A' suoi sergenti intanto ed all'ancelle

Patroclo impone d'apprestar veloci

soffice letto al buon Fenice; e pronte

quelle obbedendo steser d'agnelline

pelli uno strato, vi spiegâr di sopra

di finissimo lino una sottile

candida tela, e su la tela un'ampia

purpurea coltre; e qui ravvolto il vecchio

aspettando l'aurora si riposa.

Nel chiuso fondo della tenda ei pure

ritirossi il Pelìde, ed al suo fianco

lesbia fanciulla di Forbante figlia

si corcò la gentil Dïomedea.

Dormì Patròclo in altra parte, e a lato

Ifi gli giacque, un'elegante schiava

che il Pelìde donògli il dì che l'alta

Sciro egli prese d'Enïeo cittade.

Giunti i legati al padiglion d'Atride,

sursero tutti e con aurate tazze

e affollate dimande i prenci achivi

gli accolsero.
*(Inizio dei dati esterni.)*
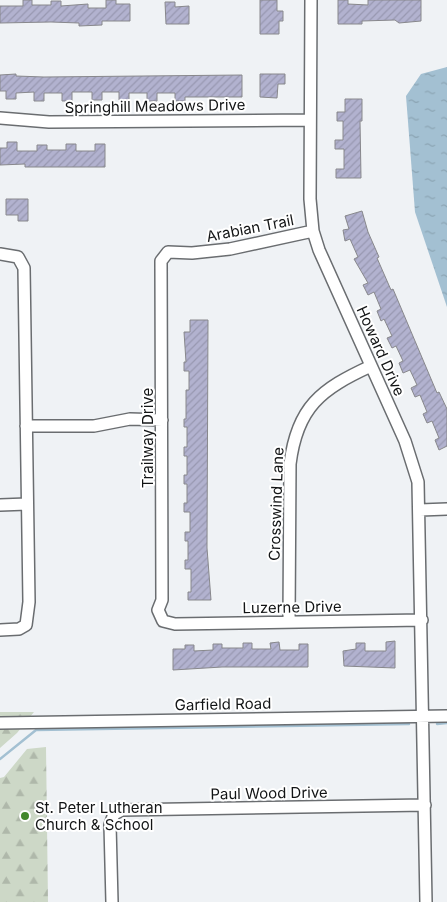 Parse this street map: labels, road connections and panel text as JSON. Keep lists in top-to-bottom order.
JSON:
{
  "streets": {
    "street": [
      "Springhill Meadows Drive",
      "Arabian Trail",
      "Howard Drive",
      "Trailway Drive",
      "Crosswind Lane",
      "Luzerne Drive",
      "Garfield Road",
      "Paul Wood Drive"
    ]
  },
  "crossings": [
    ["Springhill Meadows Drive", "Howard Drive"],
    ["Arabian Trail", "Howard Drive"],
    ["Arabian Trail", "Trailway Drive"],
    ["Howard Drive", "Crosswind Lane"],
    ["Howard Drive", "Luzerne Drive"],
    ["Howard Drive", "Garfield Road"],
    ["Howard Drive", "Paul Wood Drive"],
    ["Trailway Drive", "Luzerne Drive"],
    ["Crosswind Lane", "Luzerne Drive"]
  ],
  "places": ["St. Peter Lutheran Church & School"]
}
Primiero interrogolli

il re de' forti Agamennón: Preclaro

della Grecia splendor, inclito Ulisse,

parla: vuol egli dalle fiamme ostili

servar l'armata? o d'ira ancor ripieno

il cor superbo, di venir ricusa?

Glorïoso signor, rispose il saggio

di Laerte figliuol, non che gli sdegni

ammorzar, li raccende egli più sempre,

e te dispregia e i tuoi presenti, e dice

che del come salvar le navi e il campo

co' duci achivi ti consulti. Aggiunse

poi la minaccia, che il novello sole

varar vedrallo le sue navi; e gli altri

a rimbarcarsi esorta, ché dell'alto

Ilio l'occaso non vedrem, dic'egli,

giammai: la mano del Tonante il copre,

e rincorârsi i Teucri. Ecco i suoi sensi,

che questi a me consorti, il grande Aiace

e i saggi araldi confermar ti ponno.

Il vegliardo Fenice è là rimasto

per suo cenno a dormir, onde dimani

seguitarlo, se il vuole, al patrio lido:

non farà forza al suo voler, se il niega.

D'alto stupor percossi alla feroce

risposta, tutti ammutoliro i duci,

e lunga pezza taciturni e mesti

si restâr. Finalmente in questi detti

proruppe il fiero Dïomede: Eccelso

sire de' prodi, glorïoso Atride,

non avessi tu mai né supplicato

né fatta offerta di cotanti doni

all'altero Pelìde. Era superbo

egli già per se stesso; or tu n'hai fatto

montar l'orgoglio più d'assai. Ma vada,

o rimanga, di lui non più parole.

Lasciam che il proprio genio, o qualche iddio

lo ridesti alla pugna. Or secondiamo

tutti il mio dir. Di cibo e di lïeo,

fonte d'ogni vigor, vi ristorate,

e nel sonno immergete ogni pensiero.

Tosto che schiuda del mattin le porte

il roseo dito della bella Aurora,

metti in punto, o gran re, fanti e cavalli

nanzi alle navi, e a ben pugnar gl'istiga,

e combatti tu stesso alla lor testa.

Disse, e tutti applaudîr lodando a cielo

l'alto parlar di Dïomede i regi;

e fatti i libamenti, alla sua tenda

s'incamminò ciascuno. Ivi le stanche

membra accolser del sonno il dolce dono.